The more than ten million refugees currently registered worldwide by the UNHCR (Office of the United Nations High Commissioner for Refugees www.unhcr.org) and the five million Palestinian refugees registered by the UNRWA (The United Nations Relief and Works Agency for Palestine Refugees in the Near East www.unrwa.org),in some sixty camps across the Middle East, give only a partial idea of a widespread phenomenon.  The radical economical and social transformations currently being experienced throughout the world have produced a proliferation of the “camp condition” – that is, a space suspended from the surrounding legal, social and political order.  There are now innumerable places in suspension in megalopolises around the world, where internally displaced people and new immigrants take refuge. Whether they are camps that precede or follow wars, encampments set up after natural catastrophe, or refugee camps, they often become places where people are born and die waiting to go home.

At the same time, the camp condition has opened a new horizon of political and social configurations, and new ways of understanding the relation of the population to space and territory.  The permanent temporality of refugee camps have produced spatio-political configurations that call into question the very idea of nation-state. And despite the fact that the “camp form” in origin has been used as a tool for regulating the “excess of its political dimension”, the camp as an exceptional space could also be seen as a counter-site for emerging political practices and a new form of urbanism. In the following pages, we will move between these two interetaleted aspects: between camp as site of discipline and control and camp as site of struggle and inventive practices.

The Camp as Site of Discipline and Control

Although states and non-governmental organizations have at length been, and still are, actively conceiving and managing camps, we are just beginning to understand how the camp form has problematized the very idea of a city as a functional political community and democratic space.  If a citizen’s political identity is played out in the public space of the city, what is found in the camp is its inverse: here, a citizen is stripped of his or her political rights.  In this sense, the camp represents a sort of anti-city, a constitutive void of a political order.  But what effect does this anti-city produce on the public and political space of the city?  If the city has historically represented the place where the rights of citizens (seem to) be recognized—often by excluding one part of the population kept outside its walls—the invention of the camp is a new mechanism of exclusion. The camp system goes beyond the inclusion-exclusion dichotomy that defines relations between citizens and non-citizens mediated by the borders of nation-states.
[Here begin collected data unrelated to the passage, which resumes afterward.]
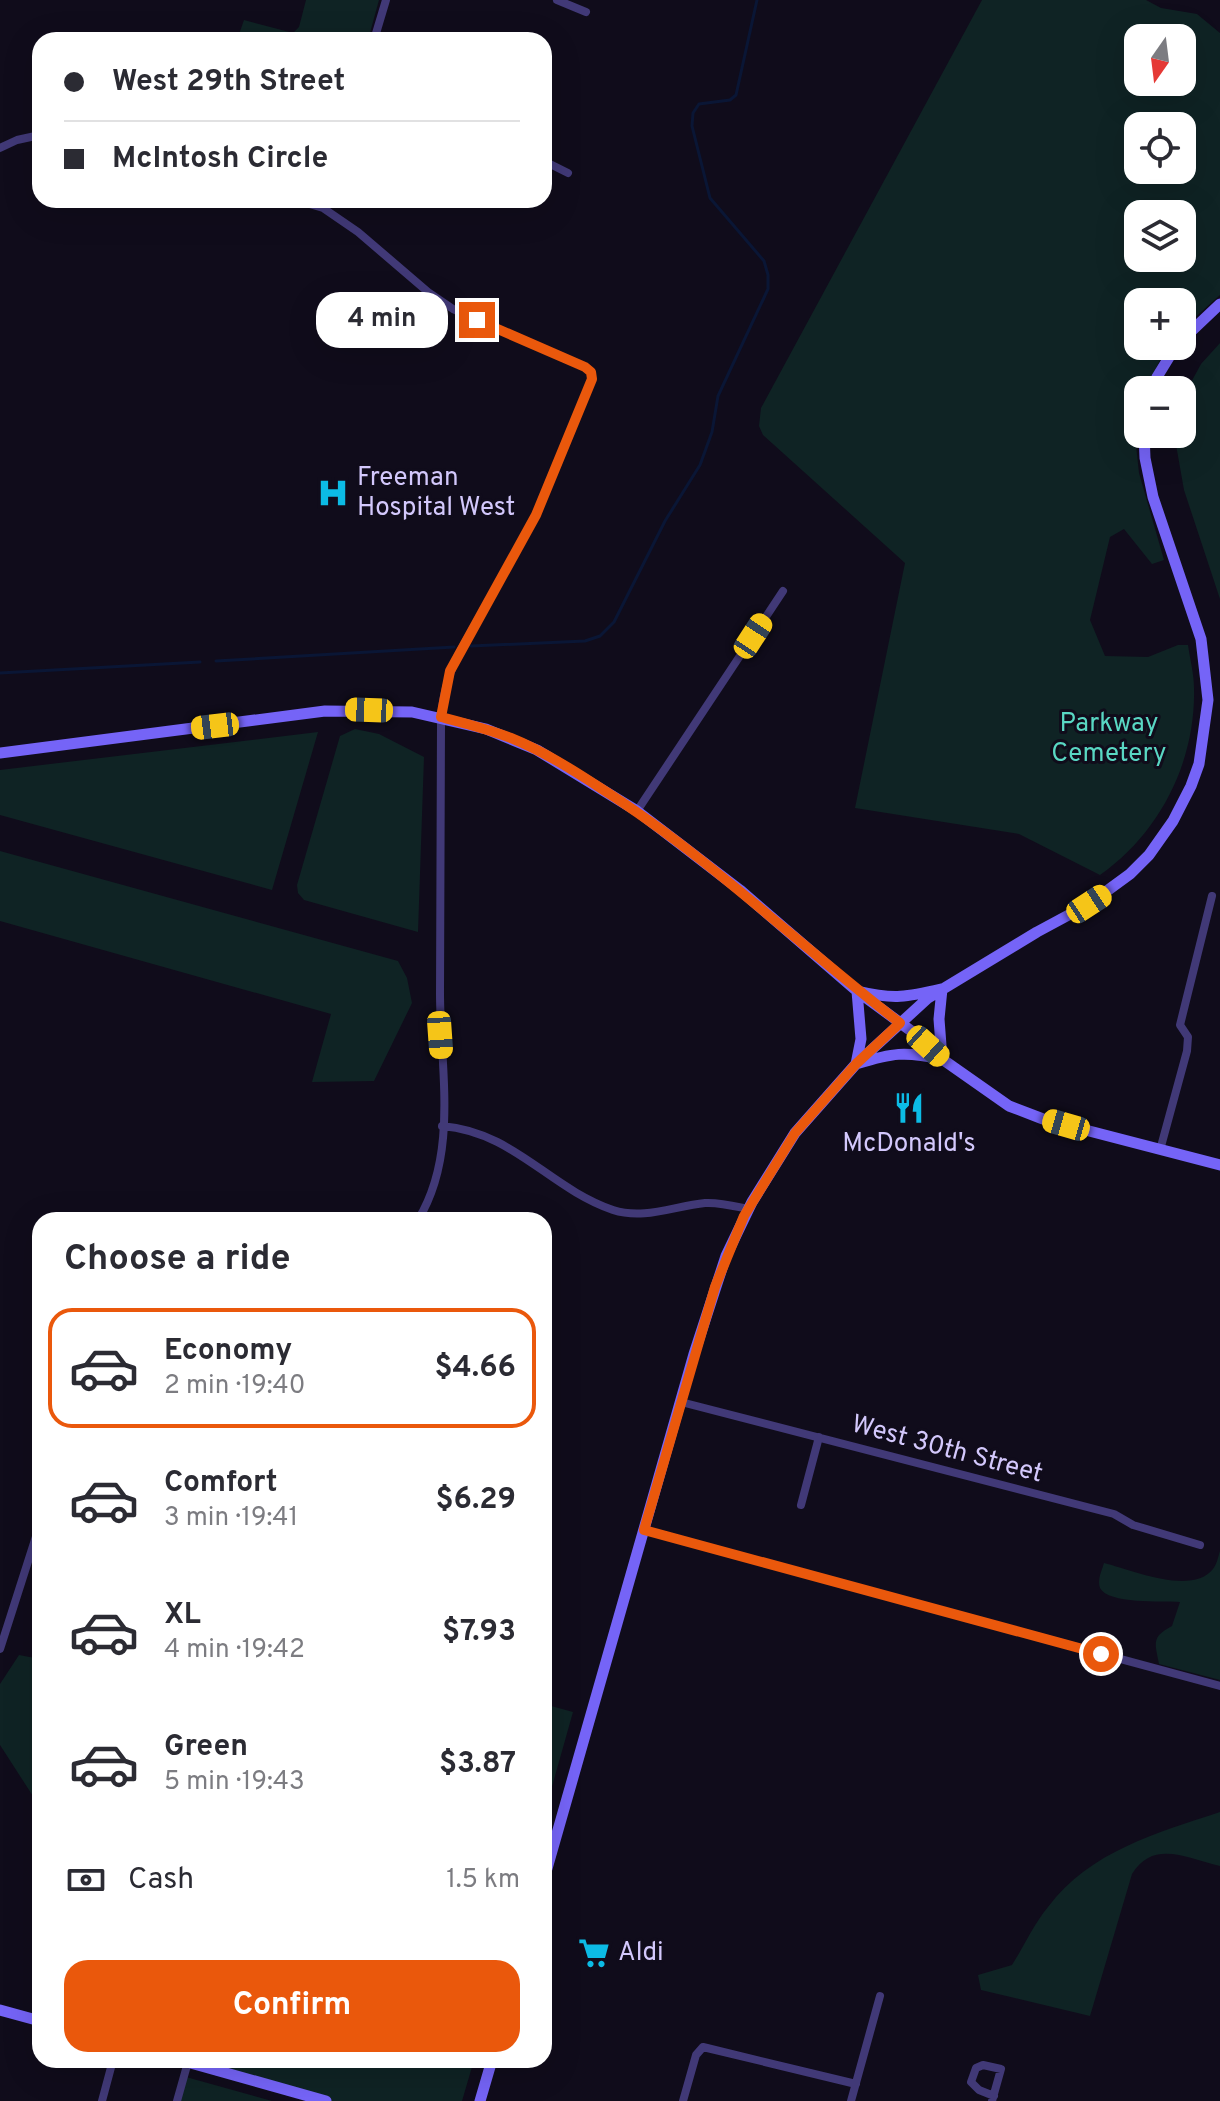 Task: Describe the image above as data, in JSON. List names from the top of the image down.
{
  "streets": {
    "street": ["West 30th Street"]
  },
  "parks": ["Parkway Cemetery"],
  "places": {
    "hospital": ["Freeman Hospital West"],
    "restaurant": ["McDonald's"],
    "supermarket": ["Aldi"]
  },
  "north": "bottom",
  "page": {
    "map_buttons": ["+", "−"],
    "banner": ["West 29th Street", "McIntosh Circle"],
    "bubble": "4 min",
    "heading": "Choose a ride",
    "list": [
      {
        "name": "Economy",
        "note": "2 min · 19:40",
        "value": "$4.66"
      },
      {
        "name": "Comfort",
        "note": "3 min · 19:41",
        "value": "$6.29"
      },
      {
        "name": "XL",
        "note": "4 min · 19:42",
        "value": "$7.93"
      },
      {
        "name": "Green",
        "note": "5 min · 19:43",
        "value": "$3.87"
      }
    ],
    "pay": ["Cash", "1.5 km"],
    "buttons": "Confirm"
  }
} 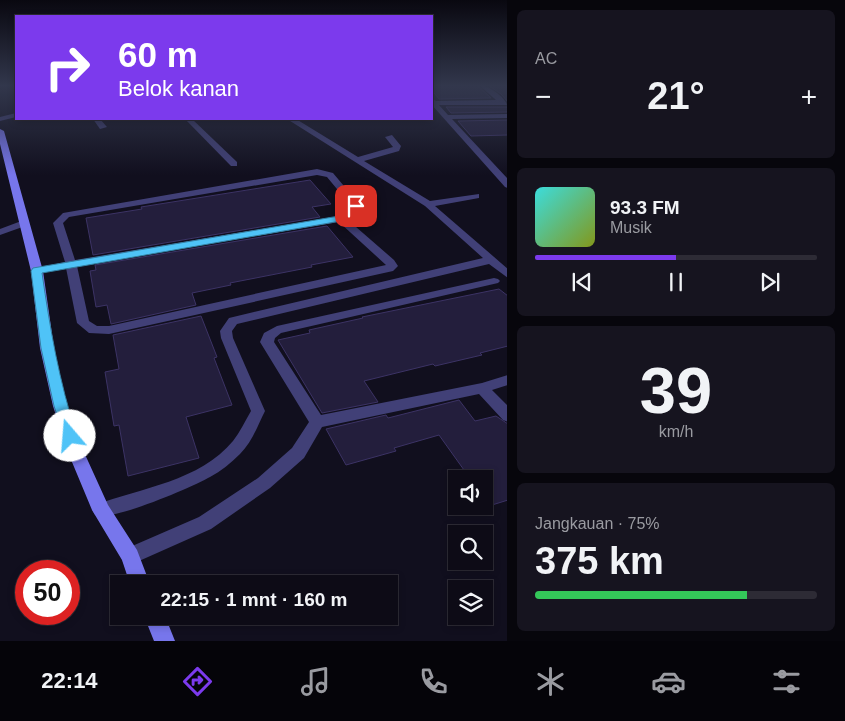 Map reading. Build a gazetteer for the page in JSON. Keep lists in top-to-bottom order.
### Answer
{
  "page": {
    "tile": [
      "AC",
      ["39", "km/h"],
      ["Jangkauan · 75%", "375 km"]
    ],
    "turn": ["60 m", "Belok kanan"],
    "heat": ["−", "21°", "+"],
    "song": ["93.3 FM", "Musik"],
    "limit": "50",
    "trip": "22:15 · 1 mnt · 160 m",
    "tabs": "22:14"
  }
} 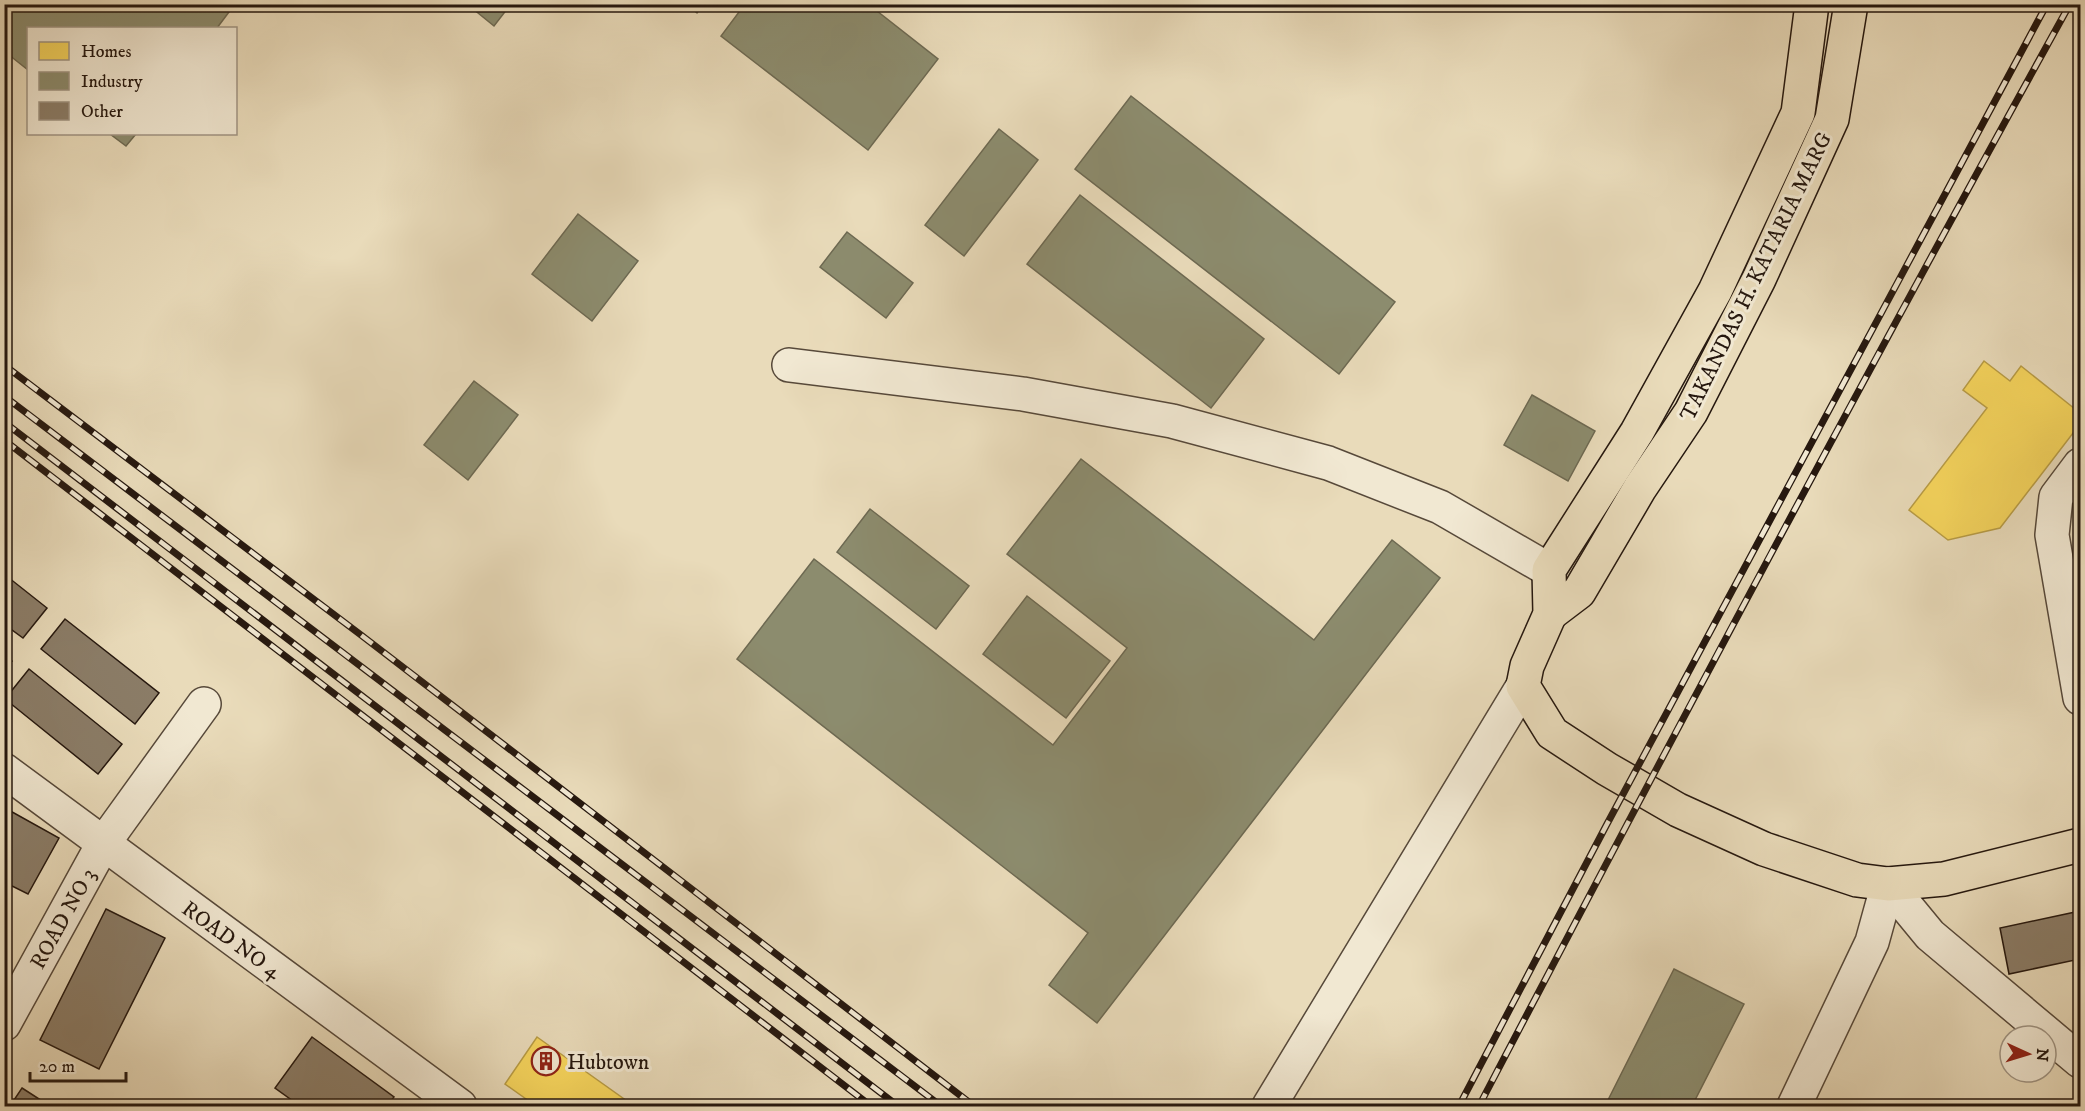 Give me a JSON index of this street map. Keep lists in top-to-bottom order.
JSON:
{
  "streets": {
    "main road": ["TAKANDAS H. KATARIA MARG"],
    "street": ["ROAD NO 3", "ROAD NO 4"]
  },
  "crossings": [
    ["ROAD NO 3", "ROAD NO 4"]
  ],
  "places": {
    "building": ["Hubtown"]
  },
  "legend": ["Homes", "Industry", "Other"],
  "scale_bar": "20 m",
  "north": "right"
}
The camp, in fact, excludes through its inclusion. It marks the degradation of conventional political organizational systems. It is a desperate attempt to preserve an outdated political order through constructing a space of suspension within which to confine all those who “do not belong.”  It is crucial that the space of the camp is no longer inside or outside, rather, it represents a sort of third area, a place in suspension, where an increasing number of individuals excluded from the polis are shut away.  Here, spatial segregation takes on an added dimension, becoming a strict confinement under armed surveillance: once inside these spaces, the lives of the inhabitants may be at stake.  The ‘camp’ signals the breakdown of any political relationship between territory and people, becoming the form of localization for those who do not belong.  The camp is a ‘space in suspension’, a place in limbo, held within the “normal” spatial and social order of a territory.

These spaces in suspension, summoned into being by security concerns, usually become powerful forms of social and spatial control. They emerge every time the relationship between the territorial space and the population enters a state of crisis. They first made their appearance in the colonial context as a temporary measure for controlling local populations, and later reemerged in Europe at a time when the imperial spatial order was collapsing.  Camps are once more becoming visible today, as the connection between territory, state, and citizenship has once again entered a crisis due to the disintegrative effects of migrations and the globalization of economies and communications. Called for as an exceptional means for preserving the established order, as a measure required to deal with temporary, short term geo-political crises (migrations, wars, terrorism), over time these spaces are often, in fact, transformed into more or less permanent expressions of political ideology and power.

The Camp as a Site of Political Invention

Although most recent scholarly work highlights the refugee as an emblematic figure of our contemporary political economy, these same conceptualizations tend to reduce the refugee to a passive subject, lacking autonomous identity or agency. Certainly, emerging social and political practices in the West Bank’s refugee camps challenge the idea of refugees as passive subjects. In our work as architects, we aim to invert the conceptualization of the everyday practices of refugees as a reaction or resistance to an absolute sovereign power. We argue that in order to do this, one needs to consider the political agency available to refugees through everyday practice, as opposed to the military, statutory and legal apparatus used by authorities to repress their activities and expropriate what they produce.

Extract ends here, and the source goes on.